### THE TASK
Say how many lines of the records include the string "serif". Nothing else belongs in the answer.

### GIVEN INFORMATION

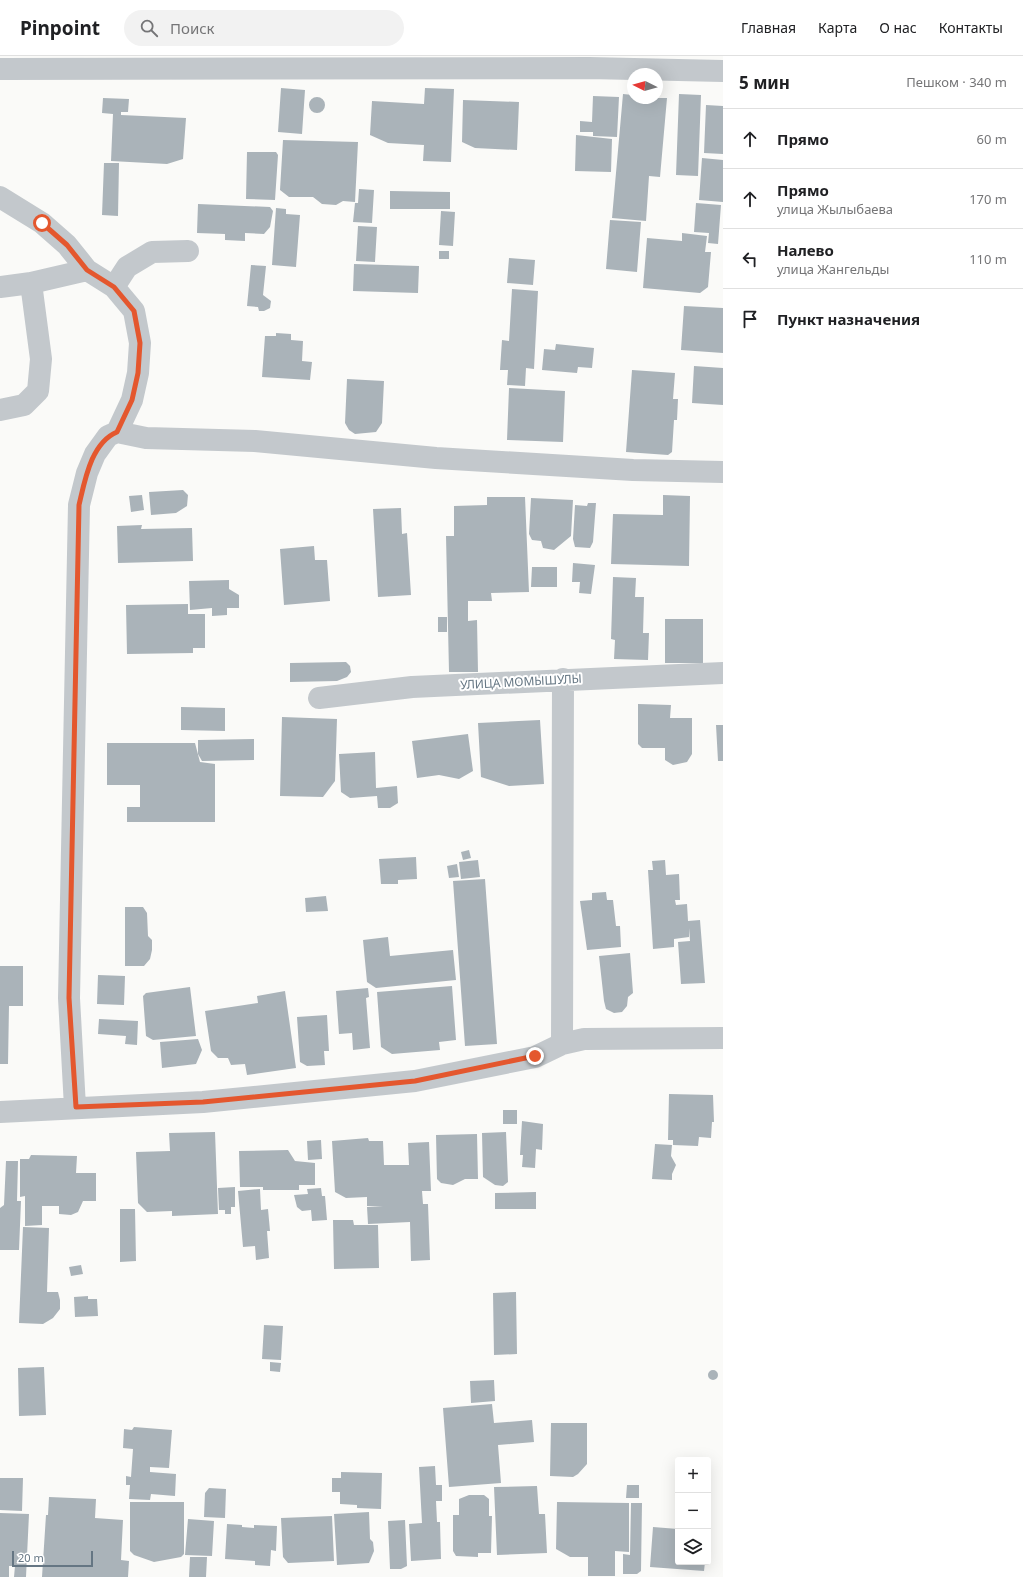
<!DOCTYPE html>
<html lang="ru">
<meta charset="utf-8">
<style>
:root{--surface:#fff;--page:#f2f2f2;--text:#202124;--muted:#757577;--line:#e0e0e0}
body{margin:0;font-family:"Noto Sans",sans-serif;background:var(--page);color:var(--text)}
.controls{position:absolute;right:12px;bottom:12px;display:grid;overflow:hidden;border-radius:4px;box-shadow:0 4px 16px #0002}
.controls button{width:36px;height:36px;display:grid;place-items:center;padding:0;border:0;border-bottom:1px solid var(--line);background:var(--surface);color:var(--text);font:20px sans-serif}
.compass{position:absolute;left:627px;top:12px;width:36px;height:36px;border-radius:50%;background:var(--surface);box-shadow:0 4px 16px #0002;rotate:275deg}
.scale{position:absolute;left:12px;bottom:10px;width:81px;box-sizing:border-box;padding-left:4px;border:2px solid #657683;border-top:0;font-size:11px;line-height:14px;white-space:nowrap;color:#657683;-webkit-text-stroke:3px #fff;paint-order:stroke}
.stop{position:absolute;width:12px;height:12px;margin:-9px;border:3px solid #e4572e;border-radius:50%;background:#fff}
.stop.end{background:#e4572e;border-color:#fff;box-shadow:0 1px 4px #0008}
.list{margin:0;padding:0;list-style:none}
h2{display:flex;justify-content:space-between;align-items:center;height:52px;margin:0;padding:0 16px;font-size:17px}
h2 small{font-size:13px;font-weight:400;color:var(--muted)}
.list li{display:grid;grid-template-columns:26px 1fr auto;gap:12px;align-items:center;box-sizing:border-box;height:60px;padding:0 16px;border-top:1px solid var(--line)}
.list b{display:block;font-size:15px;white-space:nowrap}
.list p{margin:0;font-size:13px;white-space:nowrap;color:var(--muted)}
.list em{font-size:13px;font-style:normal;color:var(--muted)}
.icon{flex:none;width:22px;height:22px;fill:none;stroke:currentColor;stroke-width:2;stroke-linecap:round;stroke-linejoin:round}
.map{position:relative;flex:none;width:723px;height:1521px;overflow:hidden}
header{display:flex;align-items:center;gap:24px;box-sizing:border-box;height:56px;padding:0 20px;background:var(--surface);border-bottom:1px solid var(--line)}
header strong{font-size:19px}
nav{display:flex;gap:22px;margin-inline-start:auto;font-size:14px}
.search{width:280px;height:36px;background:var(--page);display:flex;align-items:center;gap:10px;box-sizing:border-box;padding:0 14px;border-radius:22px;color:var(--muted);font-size:15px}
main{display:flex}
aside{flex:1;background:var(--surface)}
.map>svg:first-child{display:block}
.building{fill:#aab3b9}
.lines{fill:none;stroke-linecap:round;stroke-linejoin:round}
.street{stroke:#c3c8cc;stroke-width:22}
.route{stroke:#e4572e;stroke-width:5}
.labels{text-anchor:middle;stroke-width:4;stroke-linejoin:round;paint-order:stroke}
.street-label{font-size:12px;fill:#657683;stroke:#fff}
</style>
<header>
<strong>Pinpoint</strong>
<div class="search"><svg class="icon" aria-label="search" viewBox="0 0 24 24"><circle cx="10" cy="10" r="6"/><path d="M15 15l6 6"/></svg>Поиск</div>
<nav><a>Главная</a><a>Карта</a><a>О нас</a><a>Контакты</a></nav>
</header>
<main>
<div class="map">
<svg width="723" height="1521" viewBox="0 0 723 1521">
<rect width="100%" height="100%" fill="#fafaf8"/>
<path class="building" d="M 281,32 L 305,34 L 302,78 L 278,76 Z
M 425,32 L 454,33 L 451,106 L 423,105 L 424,89 L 388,87 L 370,79 L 372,45 L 424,48 Z
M 623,38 L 633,39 L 633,42 L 667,42 L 660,121 L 649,120 L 646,165 L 612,162 Z
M 679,38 L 701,39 L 698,120 L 676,119 Z
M 593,40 L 619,41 L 617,81 L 593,80 L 593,76 L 580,76 L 580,65 L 592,66 Z
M309 49a8 8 0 1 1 16 0a8 8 0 1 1-16 0Z
M 103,42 L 129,43 L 128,56 L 121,56 L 121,59 L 186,62 L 183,103 L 167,108 L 111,105 L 113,58 L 102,57 Z
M 463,44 L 519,46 L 517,94 L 475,92 L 462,86 Z
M 706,49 L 723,50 L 723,98 L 704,97 Z
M 576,79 L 612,83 L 611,116 L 575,115 Z
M 283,84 L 358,86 L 355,146 L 343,145 L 336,149 L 322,148 L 313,141 L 289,141 L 280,134 Z
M 247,96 L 276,96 L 278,99 L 275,144 L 246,143 Z
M 702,102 L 723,104 L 723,146 L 699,144 Z
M 104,107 L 119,107 L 118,160 L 102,159 Z
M 359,133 L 374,134 L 372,167 L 353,166 L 355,147 L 358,147 Z
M 390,135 L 450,136 L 450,153 L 390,153 Z
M 696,147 L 721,149 L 718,188 L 708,187 L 709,177 L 694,176 Z
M 198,148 L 270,151 L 273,155 L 270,171 L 264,178 L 245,177 L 245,185 L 225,184 L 225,178 L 197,177 Z
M 276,152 L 286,153 L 286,158 L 300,159 L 296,211 L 272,209 Z
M 441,155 L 455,156 L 453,190 L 439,189 Z
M 610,164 L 641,166 L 637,216 L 606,213 Z
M 358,170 L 377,171 L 375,206 L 356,205 Z
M 682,177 L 707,180 L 705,196 L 711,196 L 708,231 L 700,237 L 643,232 L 647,182 L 682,185 Z
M 439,195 L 449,195 L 449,203 L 439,203 Z
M 509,202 L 535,204 L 533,229 L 507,227 Z
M 354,208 L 419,210 L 418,237 L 353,235 Z
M 251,209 L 266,210 L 263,239 L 271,245 L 270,252 L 264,255 L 259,255 L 258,251 L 247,250 Z
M 512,233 L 538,235 L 534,313 L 526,312 L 525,330 L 507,329 L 508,314 L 500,314 L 502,284 L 509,285 Z
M 684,250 L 723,252 L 723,297 L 681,294 Z
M 276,277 L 291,278 L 291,284 L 303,285 L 302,305 L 312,306 L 310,324 L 262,321 L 265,280 L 276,280 Z
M 556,288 L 594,292 L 592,312 L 578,311 L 577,317 L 542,314 L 544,293 L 555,294 Z
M 694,310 L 723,312 L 723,349 L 692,347 Z
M 632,314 L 675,317 L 673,343 L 678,343 L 677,364 L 674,364 L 672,396 L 668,399 L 626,396 Z
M 347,323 L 384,325 L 382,367 L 376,376 L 355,378 L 349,374 L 345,367 Z
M 509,332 L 565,335 L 563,386 L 507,384 Z
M 183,434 L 188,439 L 187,450 L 176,457 L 151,459 L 149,436 Z
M 142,439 L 144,454 L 131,456 L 129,440 Z
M 663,439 L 690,440 L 689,510 L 611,508 L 613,458 L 663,459 Z
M 487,441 L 525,441 L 529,536 L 491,537 L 492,545 L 468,545 L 468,565 L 477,564 L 478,616 L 449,616 L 446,480 L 454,480 L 454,450 L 487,449 Z
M 531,442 L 573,444 L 571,480 L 554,494 L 543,492 L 541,485 L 532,484 L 529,478 Z
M 588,447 L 596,447 L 593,486 L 590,492 L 575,491 L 573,483 L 575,449 L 587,450 Z
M 401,452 L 402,478 L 407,477 L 411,539 L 378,541 L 373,453 Z
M 142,469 L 141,473 L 192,472 L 193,505 L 118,507 L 117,470 Z
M 314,490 L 315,504 L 327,504 L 330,545 L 284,549 L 280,493 Z
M 573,507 L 595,509 L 591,538 L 579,537 L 580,526 L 572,526 Z
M 532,511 L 557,511 L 557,531 L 531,531 Z
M 613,521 L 636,522 L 635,541 L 644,541 L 643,577 L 649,577 L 648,604 L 614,603 L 615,584 L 611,583 Z
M 229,524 L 229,533 L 239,539 L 239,552 L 227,552 L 227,559 L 212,560 L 212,552 L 190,554 L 189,525 Z
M 188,548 L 188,558 L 205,558 L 205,592 L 193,592 L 193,597 L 127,598 L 126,549 Z
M 438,561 L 447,561 L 447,576 L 438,576 Z
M 665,563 L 703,563 L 703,607 L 665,607 Z
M 346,606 L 350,610 L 351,616 L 347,621 L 337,625 L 290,626 L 290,607 Z
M 638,648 L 671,649 L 670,662 L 692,662 L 692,698 L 687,706 L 673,709 L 665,704 L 665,692 L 642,692 L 638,688 Z
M 181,651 L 225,652 L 225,675 L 181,674 Z
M 282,661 L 337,663 L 335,725 L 323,741 L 280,740 Z
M 540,664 L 544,728 L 509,730 L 481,721 L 478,667 Z
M 716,669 L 723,669 L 723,705 L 718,705 Z
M 468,678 L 473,715 L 459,723 L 439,719 L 417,722 L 412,685 Z
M 254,683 L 254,704 L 202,705 L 198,698 L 198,684 Z
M 107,687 L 195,687 L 200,706 L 215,708 L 215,766 L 127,766 L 127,751 L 140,751 L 140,729 L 107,729 Z
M 375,696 L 376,732 L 397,730 L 398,747 L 390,752 L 378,752 L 377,740 L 350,742 L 341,736 L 339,698 Z
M 469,794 L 471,802 L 463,804 L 461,796 Z
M 416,801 L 417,823 L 398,824 L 398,828 L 381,828 L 379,803 Z
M 478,804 L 480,821 L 461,823 L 459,806 Z
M 665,804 L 666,819 L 679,818 L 680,844 L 675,844 L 676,849 L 687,848 L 688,865 L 700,864 L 705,927 L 681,928 L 678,886 L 690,885 L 689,872 L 689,881 L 674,883 L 674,891 L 653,893 L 648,814 L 653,814 L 652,805 Z
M 457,808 L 459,821 L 449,822 L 447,810 Z
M 485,823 L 497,988 L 465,990 L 453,825 Z
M 606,836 L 607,844 L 613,844 L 616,870 L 620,870 L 621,891 L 587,894 L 580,845 L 592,844 L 592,837 Z
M 326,840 L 328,855 L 306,856 L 305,842 Z
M 125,851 L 143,851 L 147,857 L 148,880 L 152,884 L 152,894 L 150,903 L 144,910 L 125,910 Z
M 388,881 L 390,900 L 453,894 L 456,924 L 376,932 L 367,926 L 363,884 Z
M 630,897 L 633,937 L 628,941 L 627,950 L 622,956 L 614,957 L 606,953 L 604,945 L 599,900 Z
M 0,910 L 23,910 L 23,950 L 9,950 L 8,1008 L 0,1008 Z
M 98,919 L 125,920 L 124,949 L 97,948 Z
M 452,930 L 456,984 L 439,986 L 440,994 L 392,998 L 381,991 L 377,936 Z
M 190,931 L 196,980 L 153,984 L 146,980 L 143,940 L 146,937 Z
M 368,932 L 369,941 L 366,942 L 370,992 L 353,994 L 352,977 L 339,978 L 336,935 Z
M 285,935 L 296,1012 L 247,1019 L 245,1008 L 231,1009 L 228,1002 L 218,1002 L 211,995 L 205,955 L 258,947 L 257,940 Z
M 327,959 L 329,995 L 324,995 L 325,1009 L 307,1010 L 300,1006 L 297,961 Z
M 99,963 L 138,965 L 137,989 L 125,988 L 126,980 L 98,978 Z
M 198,983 L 202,994 L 196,1008 L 162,1012 L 160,986 Z
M 669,1038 L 713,1039 L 714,1066 L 712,1066 L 711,1082 L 699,1081 L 698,1090 L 673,1089 L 673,1084 L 668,1084 Z
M 503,1054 L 517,1054 L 517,1068 L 503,1068 Z
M 522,1065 L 543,1068 L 542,1094 L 536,1093 L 535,1112 L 522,1111 L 523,1099 L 520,1099 Z
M 215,1076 L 218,1158 L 172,1160 L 172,1155 L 147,1156 L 138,1147 L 136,1096 L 170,1095 L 169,1077 Z
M 506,1076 L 508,1126 L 503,1130 L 495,1129 L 483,1121 L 482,1077 Z
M 477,1078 L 478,1123 L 465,1123 L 453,1129 L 441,1127 L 437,1123 L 436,1079 Z
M 368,1082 L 369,1085 L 383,1085 L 384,1109 L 409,1109 L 408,1087 L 429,1086 L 431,1135 L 422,1135 L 423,1148 L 428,1148 L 430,1204 L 411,1205 L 410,1166 L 368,1168 L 367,1151 L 383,1150 L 367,1150 L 367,1141 L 346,1142 L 335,1136 L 332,1085 Z
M 321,1084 L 322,1103 L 308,1104 L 307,1085 Z
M 655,1088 L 672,1089 L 671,1100 L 676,1109 L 672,1118 L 672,1124 L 652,1123 Z
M 288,1094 L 295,1105 L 315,1107 L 315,1129 L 299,1129 L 299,1134 L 263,1134 L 263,1131 L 240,1131 L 239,1095 Z
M 31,1099 L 77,1100 L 76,1117 L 96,1117 L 96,1145 L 83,1145 L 78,1156 L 71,1159 L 59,1158 L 59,1150 L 42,1150 L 42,1169 L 25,1170 L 25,1140 L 20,1141 L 20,1103 L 29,1103 Z
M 6,1105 L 18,1105 L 17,1145 L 21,1145 L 19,1194 L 0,1194 L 0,1152 L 4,1149 Z
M 235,1131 L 235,1151 L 231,1151 L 231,1158 L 225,1158 L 225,1154 L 219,1154 L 218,1132 Z
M 321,1132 L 322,1140 L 325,1140 L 327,1164 L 312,1165 L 311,1154 L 302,1155 L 297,1151 L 294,1139 L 308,1138 L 307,1133 Z
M 260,1133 L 261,1154 L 268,1153 L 270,1175 L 267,1175 L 269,1202 L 256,1204 L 255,1190 L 243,1191 L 238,1135 Z
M 536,1136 L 536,1153 L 495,1153 L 495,1137 Z
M 120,1153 L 135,1153 L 136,1205 L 120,1206 Z
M 333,1164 L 353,1164 L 354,1169 L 378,1169 L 379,1212 L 334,1213 Z
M 23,1171 L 49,1172 L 47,1236 L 58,1236 L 60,1244 L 60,1253 L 53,1262 L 43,1268 L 19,1267 Z
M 81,1209 L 83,1218 L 71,1220 L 69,1211 Z
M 516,1236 L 517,1298 L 494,1299 L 493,1237 Z
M 88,1240 L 88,1243 L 97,1243 L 98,1260 L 75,1261 L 74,1241 Z
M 264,1269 L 283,1270 L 281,1304 L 262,1303 Z
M 270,1306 L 281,1307 L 280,1316 L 270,1315 Z
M 44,1311 L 46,1359 L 19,1360 L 18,1312 Z
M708 1319a5 5 0 1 1 10 0a5 5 0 1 1-10 0Z
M 494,1324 L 495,1345 L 471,1347 L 470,1325 Z
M 492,1348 L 494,1367 L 532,1364 L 534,1386 L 498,1389 L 501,1427 L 449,1431 L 443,1352 Z
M 551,1367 L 587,1367 L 587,1408 L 578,1418 L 573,1421 L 550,1420 Z
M 134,1371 L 172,1374 L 169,1412 L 150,1411 L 150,1416 L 176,1418 L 175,1440 L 151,1438 L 150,1444 L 129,1443 L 130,1429 L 126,1429 L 126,1420 L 131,1421 L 133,1393 L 123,1392 L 124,1373 L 132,1374 Z
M 435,1410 L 436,1429 L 442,1429 L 442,1445 L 436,1445 L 437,1466 L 440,1466 L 441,1503 L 411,1505 L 409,1468 L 422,1467 L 419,1411 Z
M 341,1416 L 382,1417 L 381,1453 L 357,1452 L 357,1449 L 340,1448 L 340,1436 L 332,1436 L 332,1422 L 341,1422 Z
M 0,1422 L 23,1422 L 22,1455 L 0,1454 Z
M 627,1429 L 639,1429 L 639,1442 L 626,1442 Z
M 537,1430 L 539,1458 L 545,1458 L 547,1497 L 497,1499 L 494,1431 Z
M 209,1432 L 226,1433 L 225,1462 L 204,1461 L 205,1437 Z
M 469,1439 L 484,1439 L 489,1443 L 489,1460 L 492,1460 L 491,1497 L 478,1497 L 478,1501 L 456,1500 L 453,1495 L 453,1459 L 459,1459 L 459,1443 Z
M 49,1441 L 96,1443 L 95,1462 L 123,1464 L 121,1504 L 129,1505 L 128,1521 L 42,1521 L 46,1459 L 48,1459 Z
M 130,1446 L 184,1446 L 184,1498 L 181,1501 L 154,1506 L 134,1499 L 130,1495 Z
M 557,1446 L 629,1447 L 629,1496 L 615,1495 L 615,1520 L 588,1520 L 588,1501 L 570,1501 L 556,1493 Z
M 631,1447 L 642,1447 L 641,1515 L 637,1518 L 623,1518 L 623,1498 L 630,1499 Z
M 369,1456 L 370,1483 L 373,1486 L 374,1495 L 369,1507 L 337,1509 L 334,1458 Z
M 0,1457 L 29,1458 L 26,1521 L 14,1521 L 15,1510 L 9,1510 L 9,1521 L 0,1521 Z
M 332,1460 L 334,1505 L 288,1507 L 283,1501 L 281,1462 Z
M 188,1463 L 214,1465 L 212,1500 L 185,1499 Z
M 405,1464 L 407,1510 L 401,1513 L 390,1513 L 388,1465 Z
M 227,1468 L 242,1469 L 242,1471 L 254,1472 L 254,1469 L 277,1470 L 276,1495 L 271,1494 L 270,1510 L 255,1509 L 255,1505 L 225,1503 Z
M 653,1471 L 678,1473 L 678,1506 L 705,1506 L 704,1515 L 650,1511 Z
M 190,1501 L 207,1501 L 206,1521 L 189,1521 Z"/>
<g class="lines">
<path class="street" d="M 0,13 L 589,12 L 723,15
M 0,141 L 42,167 L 67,189 L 87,214 L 114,231 L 134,255 L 140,287 L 138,317 L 132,344 L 117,376
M 0,231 L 31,227 L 87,214
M 114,231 L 127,211 L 152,196 L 188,195
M 0,354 L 24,349 L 38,335 L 41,303 L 31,227
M 319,642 L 412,631 L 723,617
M 562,988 L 563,623
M 75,1051 L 69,942 L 79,449 L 87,417 L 95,398 L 108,380 L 117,376 L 146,382 L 255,385 L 436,402 L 633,414 L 723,416
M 0,1056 L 203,1046 L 415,1025 L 535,1001 L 562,988 L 584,983 L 723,982"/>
</g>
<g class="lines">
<path class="route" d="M 42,167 L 67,189 L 87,214 L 114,231 L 134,255 L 140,287 L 138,317 L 132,344 L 117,376 C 91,387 85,424 79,449 L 69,942 L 76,1051 L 203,1046 L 415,1025 L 535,1000"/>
</g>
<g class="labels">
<g class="street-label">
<text transform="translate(521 626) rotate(-3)" y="4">УЛИЦА МОМЫШУЛЫ</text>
</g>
</g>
</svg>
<div class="controls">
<button>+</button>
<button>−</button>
<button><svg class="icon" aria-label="layers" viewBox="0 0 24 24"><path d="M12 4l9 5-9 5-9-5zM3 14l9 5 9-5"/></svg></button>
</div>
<svg class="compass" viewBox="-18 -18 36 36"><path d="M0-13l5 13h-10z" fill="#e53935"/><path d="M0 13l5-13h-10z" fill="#757577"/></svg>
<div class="scale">20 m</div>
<div class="stop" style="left:42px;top:167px"></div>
<div class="stop end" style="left:535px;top:1000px"></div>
</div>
<aside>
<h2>5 мин<small>Пешком · 340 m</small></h2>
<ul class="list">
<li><svg class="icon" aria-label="ahead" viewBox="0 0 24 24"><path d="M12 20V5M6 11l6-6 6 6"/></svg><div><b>Прямо</b></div><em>60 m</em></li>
<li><svg class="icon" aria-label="ahead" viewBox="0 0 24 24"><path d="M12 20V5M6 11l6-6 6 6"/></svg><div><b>Прямо</b><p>улица Жылыбаева</p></div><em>170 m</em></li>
<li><svg class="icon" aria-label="left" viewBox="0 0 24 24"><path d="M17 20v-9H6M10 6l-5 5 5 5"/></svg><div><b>Налево</b><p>улица Жангельды</p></div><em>110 m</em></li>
<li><svg class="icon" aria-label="arrive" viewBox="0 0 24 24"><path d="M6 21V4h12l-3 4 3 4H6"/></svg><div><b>Пункт назначения</b></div></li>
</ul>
</aside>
</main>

### RESULT BELOW
2